Section 702 of the Foreign Intelligence Surveillance Act allows targeted intelligence collection of non-Americans outside the U.S.
FISA spy program faces reauthorization pushback in Congress
Posted at 12:00 PM, Apr 12, 2024

The House of Representatives passed the reauthorization a national security surveillance tool.

Section 702 of the Foreign Intelligence Surveillance Act is running up against an April 19 deadline for reauthorization after lawmakers punted its renewal at the end 2023. 

The intelligence authority has received bipartisan scrutiny by lawmakers who have sought reforms. The authority allows targeted intelligence collection of non-Americans outside the U.S. and does not allow targeting of a U.S.citizen.
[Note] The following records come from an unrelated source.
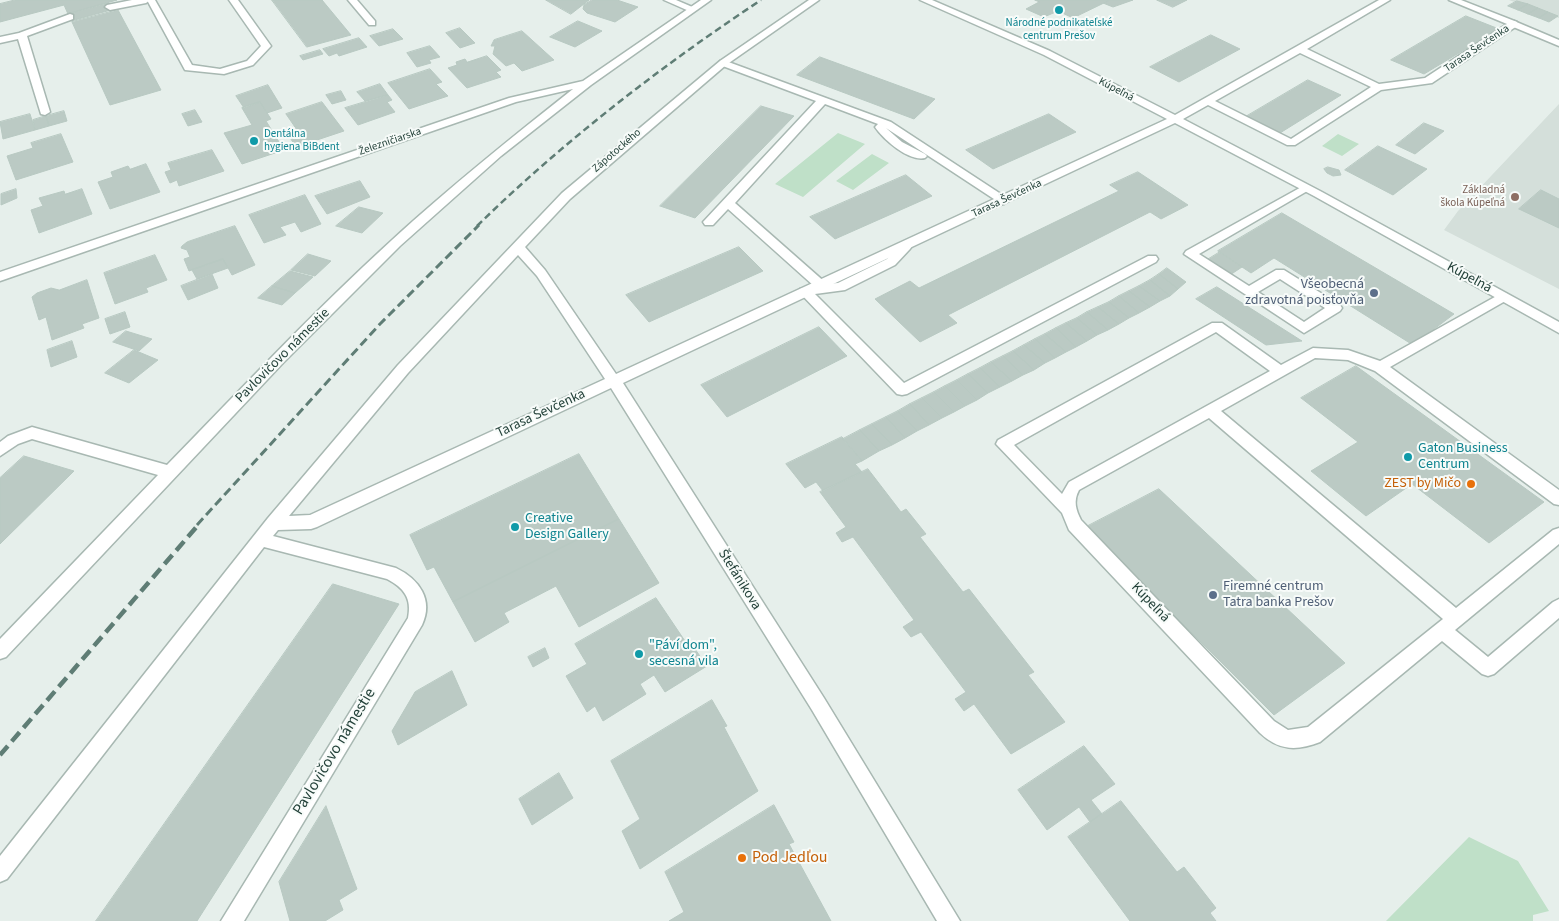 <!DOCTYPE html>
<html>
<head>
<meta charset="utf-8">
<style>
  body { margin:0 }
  canvas { display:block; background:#e6efeb }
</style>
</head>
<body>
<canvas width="1559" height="921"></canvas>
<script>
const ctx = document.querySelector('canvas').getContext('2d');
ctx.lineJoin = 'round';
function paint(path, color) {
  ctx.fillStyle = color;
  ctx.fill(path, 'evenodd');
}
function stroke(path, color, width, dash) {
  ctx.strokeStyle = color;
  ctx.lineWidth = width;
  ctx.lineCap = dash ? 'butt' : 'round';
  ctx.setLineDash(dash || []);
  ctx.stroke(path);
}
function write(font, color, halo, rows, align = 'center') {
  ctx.font = font + ' "Source Sans 3",sans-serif';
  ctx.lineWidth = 4;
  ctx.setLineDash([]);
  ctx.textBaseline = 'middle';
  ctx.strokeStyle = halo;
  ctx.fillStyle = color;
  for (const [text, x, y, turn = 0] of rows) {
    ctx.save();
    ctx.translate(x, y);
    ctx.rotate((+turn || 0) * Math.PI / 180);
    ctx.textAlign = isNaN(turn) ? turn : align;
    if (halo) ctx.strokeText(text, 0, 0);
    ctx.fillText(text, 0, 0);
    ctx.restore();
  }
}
paint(new Path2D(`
  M1509,0H1559V18L1539,11Z
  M1559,104V289L1444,230L1458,211Z`), '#d4dfda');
paint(new Path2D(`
  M838,133L865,144L803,197L775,184Z
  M1338,134L1359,144L1342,156L1322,146Z
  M872,154L889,163L853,190L836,181Z
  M1469,837L1518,861L1549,911L1533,915V921H1386Z`), '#bfe0c8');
const building = new Path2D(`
  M15,0H117L68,14L64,5L0,22V4Z
  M272,0H322L351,35L307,47Z
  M546,0H589L571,14Z
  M592,0H617L638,7L615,22L587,13L583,9L584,5Z
  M1035,0H1107L1108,1L1073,18L1058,11L1044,17L1026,9L1039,2Z
  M1107,0H1133L1113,7L1103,3L1108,1Z
  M1157,0H1187L1173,7Z
  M1517,1L1528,4L1518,10L1508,6Z
  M108,3L111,10L71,21L68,14Z
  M1528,4L1538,8L1528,14L1518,10Z
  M1538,8L1548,12L1539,18L1528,14Z
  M118,10L161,90L110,105L72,22Z
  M1548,12L1558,16L1549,22L1539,18Z
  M1466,16L1499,29L1424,74L1391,60Z
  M578,21L602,31L575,47L550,37Z
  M460,28L475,43L460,48L446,33Z
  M393,29L403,39L379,46L370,36Z
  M522,31L554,60L522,71L514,63L506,66L493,54L495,46H491L494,40Z
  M1211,35L1240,49L1179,82L1150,67Z
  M359,38L367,47L339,56L337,53L329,56L323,49Z
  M430,46L440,57L429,60L431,63L417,67L407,53Z
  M320,50L323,54L303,60L300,56Z
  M487,56L501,70L496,72L501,77L467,88L448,68L457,65L456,62L465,59L467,62Z
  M820,57L905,88L935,99L914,119L797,75Z
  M430,69L442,82L436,84L448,96L409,109L388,83Z
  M1308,80L1341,95L1280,133L1247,116Z
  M380,84L388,95L365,101L357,92Z
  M268,85L282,108L267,113L260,102L244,108L236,96Z
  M341,91L346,100L332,104L326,95Z
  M388,95L392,100L387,102L395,112L358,125L345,108Z
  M260,102L271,119L266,121L284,150L242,164L224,133L252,125L242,108Z
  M322,102L344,131L296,147L287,133L297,130L286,114Z
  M761,106L794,116L695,218L660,206Z
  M195,110L202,122L188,126L182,114Z
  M64,111L67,121L49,126L46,116Z
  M30,114L35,130L3,139L0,122Z
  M1049,114L1076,132L993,169L966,150Z
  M46,116L49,126L35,130L33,120Z
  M1424,123L1444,131L1415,154L1396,145Z
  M61,134L73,162L16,180L7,156L33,148L31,143Z
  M1378,146L1427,169L1393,195L1345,170Z
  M212,150L224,171L179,186L177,180L170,183L165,172L171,170L168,163Z
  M146,164L160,192L110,209L98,182L113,177L111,172L128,166L130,169Z
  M1328,167L1339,170L1341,175L1333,176L1327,173L1324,169Z
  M1138,172L1188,205L1161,219L1150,212L948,315L957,323L920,342L875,299L910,281L919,288L1119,191L1110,185Z
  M906,175L932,196L835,239L810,217Z
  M360,181L370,197L327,214L315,196Z
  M16,189L17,198L1,205V194Z
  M82,189L92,214L39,233L31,210L43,206L39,198L64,191L65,194Z
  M1541,190L1559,199V228L1519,209Z
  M305,195L321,224L301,232L295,222L280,227L286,235L264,243L249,215Z
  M359,207L383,213L362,233L336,226Z
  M1282,213L1454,314L1413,345L1274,258L1251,273L1218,251Z
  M235,226L255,265L232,275L223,259L189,271L184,259L190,257L187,250L181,248L182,246L187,242Z
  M739,247L763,271L649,322L626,295Z
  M1220,252L1242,267L1230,275L1207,260Z
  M308,254L331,261L315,276L291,270Z
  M155,255L167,280L146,288L148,292L115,304L104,273Z
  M223,259L228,268L197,279L192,270Z
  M1167,268L1186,282L1178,289L1159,274Z
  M290,271L313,277L295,293L272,286Z
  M212,274L218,288L188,300L181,286Z
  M1159,274L1178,289L1170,296L1150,280Z
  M87,280L99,318L82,324L84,328L52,340L46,317L39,320L32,297L37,293L51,288L59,290Z
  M1150,280L1170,296L1160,301L1139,286Z
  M272,286L295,293L282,305L258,298Z
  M1139,286L1160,301L1150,307L1129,291Z
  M1217,287L1302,341L1266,345L1196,299Z
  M1129,291L1150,307L1139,313L1119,296Z
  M1119,296L1139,313L1129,318L1109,302Z
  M1109,302L1129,318L1119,324L1098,307Z
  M1098,307L1119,324L1108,330L1087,312Z
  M125,312L130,327L110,334L105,319Z
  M1087,312L1108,330L1097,335L1077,318Z
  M1077,318L1097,335L1087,341L1066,323Z
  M1066,323L1087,341L1076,347L1056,328Z
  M819,327L847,356L727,417L701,385Z
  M1056,328L1076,347L1066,352L1045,334Z
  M126,331L152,339L139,351L113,342Z
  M1045,334L1066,352L1055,358L1035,339Z
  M1035,339L1055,358L1045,363L1024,345Z
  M72,341L77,357L51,367L47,350Z
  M1024,345L1045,363L1034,370L1013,351Z
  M134,350L158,360L129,383L105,373Z
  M1013,351L1034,370L1023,375L1003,356Z
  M1003,356L1023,375L1012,381L991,362Z
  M991,362L1012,381L1000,387L980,368Z
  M1356,366L1544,502L1489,543L1412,484L1366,516L1311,471L1358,442L1301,398Z
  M980,368L1000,387L988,393L968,374Z
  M968,374L988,393L977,400L957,380Z
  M957,380L977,400L965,406L945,386Z
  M945,386L965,406L954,412L934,392Z
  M934,392L954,412L942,418L922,398Z
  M922,398L942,418L929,425L910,404Z
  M910,404L929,425L917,431L898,411Z
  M898,411L917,431L905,438L886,417Z
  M886,417L905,438L892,445L872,424Z
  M872,424L892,445L879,451L860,430Z
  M860,430L879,451L862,461L843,439Z
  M842,437L862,461L855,464L862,472L823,491L816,482L805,488L786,464Z
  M579,454L619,519L453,602L434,567L427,570L410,535Z
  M24,456L74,471L0,544V478Z
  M868,469L901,512L906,509L926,534L920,537L963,592L969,589L1030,667L1034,672L1028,675L1065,722L1011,754L974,704L964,711L955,699L966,692L921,632L911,637L903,627L914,620L853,537L842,542L836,533L846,527L820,492Z
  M1159,489L1345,663L1274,715L1086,527Z
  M619,519L659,583L579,627L556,586L504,613L509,622L475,642L453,602Z
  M333,584L399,604L197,921H96Z
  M656,598L687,644L690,642L707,666L665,692L654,675L640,684L646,694L603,721L595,706L587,712L566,676L587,664L575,644Z
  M545,648L549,658L533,667L528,657Z
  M452,671L467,705L398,745L392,731L415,692Z
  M712,700L727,726L724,727L758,791L640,869L622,831L640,819L611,761Z
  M1084,746L1115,784L1091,800L1102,814L1090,822L1079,807L1047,830L1018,790Z
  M559,773L573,798L532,825L519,799Z
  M1121,801L1177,872L1184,867L1216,908L1210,913L1216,921H1130L1068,837Z
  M774,805L794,842L789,844L831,921H669L684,912L665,872Z
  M326,806L357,889L339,900L343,910L325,921H290L279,882Z`);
paint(building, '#bbcac4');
stroke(building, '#b8c9c2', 1);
const service = new Path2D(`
  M132,0H150L146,3L110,10L105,7L107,5Z
  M348,0H357L375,21V25H369Z
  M664,0H676L697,9L692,12L689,11Z
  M70,14L73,15V19L27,36L50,112L45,115L41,114L18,39L0,43V37L19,33Z
  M1514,21L1559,40V46L1511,26L1509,24Z
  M723,60L891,122L1010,200L1004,204L1000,203L886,128L902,142L925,154L927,156L925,158C909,162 883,139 875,127L878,124L825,104L735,203L827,284L838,283L887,259L902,243H910L912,246L910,249L895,265L845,290L815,294L904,383L1148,256H1156L1158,259L1156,262L907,394L902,395L897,394L799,292L800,289L814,286L728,209L713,225H705L703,222L816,101L720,65V61Z
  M1305,185L1309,186L1311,188L1309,190L1199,254L1249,286L1276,270H1284L1340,305L1342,308L1340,311L1304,333L1184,254L1186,251ZM1280,279L1325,308L1304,322L1258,292Z
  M1502,293L1507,294L1508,297L1507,300L1390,367L1559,490V505L1554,504L1375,371L1348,360L1315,358L1221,411L1456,608L1553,530L1559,528V544L1455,630L1488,657L1553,602L1559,599V618L1494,674L1488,676L1482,674L1442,641L1320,742C1297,751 1279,751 1260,733L1069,530L1062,513L996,444L998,440L1212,323H1222L1281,365L1313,348L1348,350L1380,361ZM1216,332L1270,371L1069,482L1062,494L1014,445ZM1209,418L1443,619L1308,727L1288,730L1274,721L1081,520C1076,510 1073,501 1079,490Z`);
const minor = new Path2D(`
  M147,0H155L192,65L220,69L247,61L261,46L229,0H238L271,46L253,65L224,74L185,70Z
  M701,0H711L591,85L501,156L400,246L283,363L6,657L0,659V639L158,475L32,439L18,444L0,456V442L8,436L32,427L167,465C241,389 314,311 392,240C450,187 511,138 573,89L516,102L0,281V272L509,98L583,81Z
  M809,0H819L726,65L570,199L525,247L545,270L616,374L1167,119L1044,55L920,0H932L1050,51L1175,115L1379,0H1390L1307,49L1379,84L1425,78L1507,24L1449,0H1461L1517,22V26L1432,83L1381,90L1295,145H1287L1208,105L1183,119L1322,192L1559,322V333L1314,196L1175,123L623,383L824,698L960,921H937L812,710L611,388L317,527L311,529L278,530L273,536L396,568C419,579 434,600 422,625L244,921H221L408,618C412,598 404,588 387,579L264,547L7,879L0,882V856L268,518L398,365L562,193L720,61ZM1300,53L1371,87L1291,139L1215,101ZM518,255L537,276L605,379L310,515L289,516L408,373Z`);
stroke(service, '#a8b8b2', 3);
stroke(minor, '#a8b8b2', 3);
paint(service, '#fff');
paint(minor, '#fff');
stroke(new Path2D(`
  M477,226C564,141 660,67 761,0`), '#5f7d75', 2.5, [7, 4]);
stroke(new Path2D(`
  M197,525L380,324L479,225`), '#5f7d75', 3, [9, 4.5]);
stroke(new Path2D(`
  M0,755L199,524`), '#5f7d75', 4.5, [12, 6]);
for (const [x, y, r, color] of [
  [1059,10,5,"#0f9aa8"],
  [254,141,5,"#0f9aa8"],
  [1515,197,5,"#8d6e63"],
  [1374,293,5,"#5c6f8a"],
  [1408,457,5,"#0f9aa8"],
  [1471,484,5,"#e8710a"],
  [515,527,5,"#0f9aa8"],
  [1213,595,5,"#5c6f8a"],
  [639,654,5,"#0f9aa8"],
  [742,858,5,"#e8710a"]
]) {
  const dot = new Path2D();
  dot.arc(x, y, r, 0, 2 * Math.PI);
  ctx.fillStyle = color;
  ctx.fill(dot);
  stroke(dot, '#f7fbf9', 2);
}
write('11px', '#0d838f', '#f7fbf9', [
  ["Národné podnikateľské",1059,24],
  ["centrum Prešov",1059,37],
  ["Dentálna",264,135,"left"],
  ["hygiena BiBdent",264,148,"left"]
]);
write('11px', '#24423a', '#f7fbf9', [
  ["Tarasa Ševčenka",1477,49,-34],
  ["Kúpeľná",1116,90,28],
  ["Železničiarska",390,142,-19],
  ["Zápotockého",617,151,-41],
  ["Tarasa Ševčenka",1007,199,-25]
]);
write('11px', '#785e54', '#f7fbf9', [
  ["Základná",1505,191],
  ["škola Kúpeľná",1505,204]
], 'right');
write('14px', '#24423a', '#f7fbf9', [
  ["Kúpeľná",1469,278,29],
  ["Pavlovičovo námestie",283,356,-45],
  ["Tarasa Ševčenka",541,414,-25],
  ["Štefánikova",739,580,58],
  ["Kúpeľná",1150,603,46]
]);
write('14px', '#4e5e75', '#f7fbf9', [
  ["Všeobecná",1364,285],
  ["zdravotná poisťovňa",1364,301],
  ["Firemné centrum",1223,587,"left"],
  ["Tatra banka Prešov",1223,603,"left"]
], 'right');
write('14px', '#0d838f', '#f7fbf9', [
  ["Gaton Business",1418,449],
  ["Centrum",1418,465],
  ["Creative",525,519],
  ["Design Gallery",525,535],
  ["\"Páví dom\",",649,646],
  ["secesná vila",649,662]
], 'left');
write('14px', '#c56008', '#f7fbf9', [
  ["ZEST by Mičo",1461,484]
], 'right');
write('16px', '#24423a', '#f7fbf9', [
  ["Pavlovičovo námestie",335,752,-59]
]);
write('16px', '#c56008', '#f7fbf9', [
  ["Pod Jedľou",752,858]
], 'left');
</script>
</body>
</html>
However, it can incidentally include information concerning a U.S. person in contact with a non-American.

The House voted 273 to 147 on Friday to approve the reauthorization, sending it to the Senate. 

While the administration is supportive of a reauthorization bill, it is strongly opposed an amendment that would have required a warrant to query U.S. persons communication in the database. The amendment, which ultimately failed, brought some Republicans and progressive lawmakers together over the opposition to warrantless searches.  

The administration warned the amendment "would prohibit U.S. officials from reviewing critical information that the Intelligence Community has already lawfully collected, with exceptions that are exceedingly narrow and unworkable in practice."

FBI Director Christopher Wray said it was “crunch time,” warning lawmakers Wednesday, “failure to reauthorize 702 or gutting it with some kind of warrant requirement would be dangerous and put American lives at risk." 

SEE MORE: FBI director warns of potential terrorist attack against US

The reauthorization comes amid multiple global conflicts, including Russia’s war in Ukraine, Israel’s war against Hamas in Gaza and tensions in the Middle East.  

The timing also coincides with a “viable threat” from Iran which the administration has said it is watching “very closely.”  

While national security spokesman John Kirby would not comment on the use of 702 in monitoring that “potential attack,” he did emphasize during a press briefing it is “critical for all threats.” 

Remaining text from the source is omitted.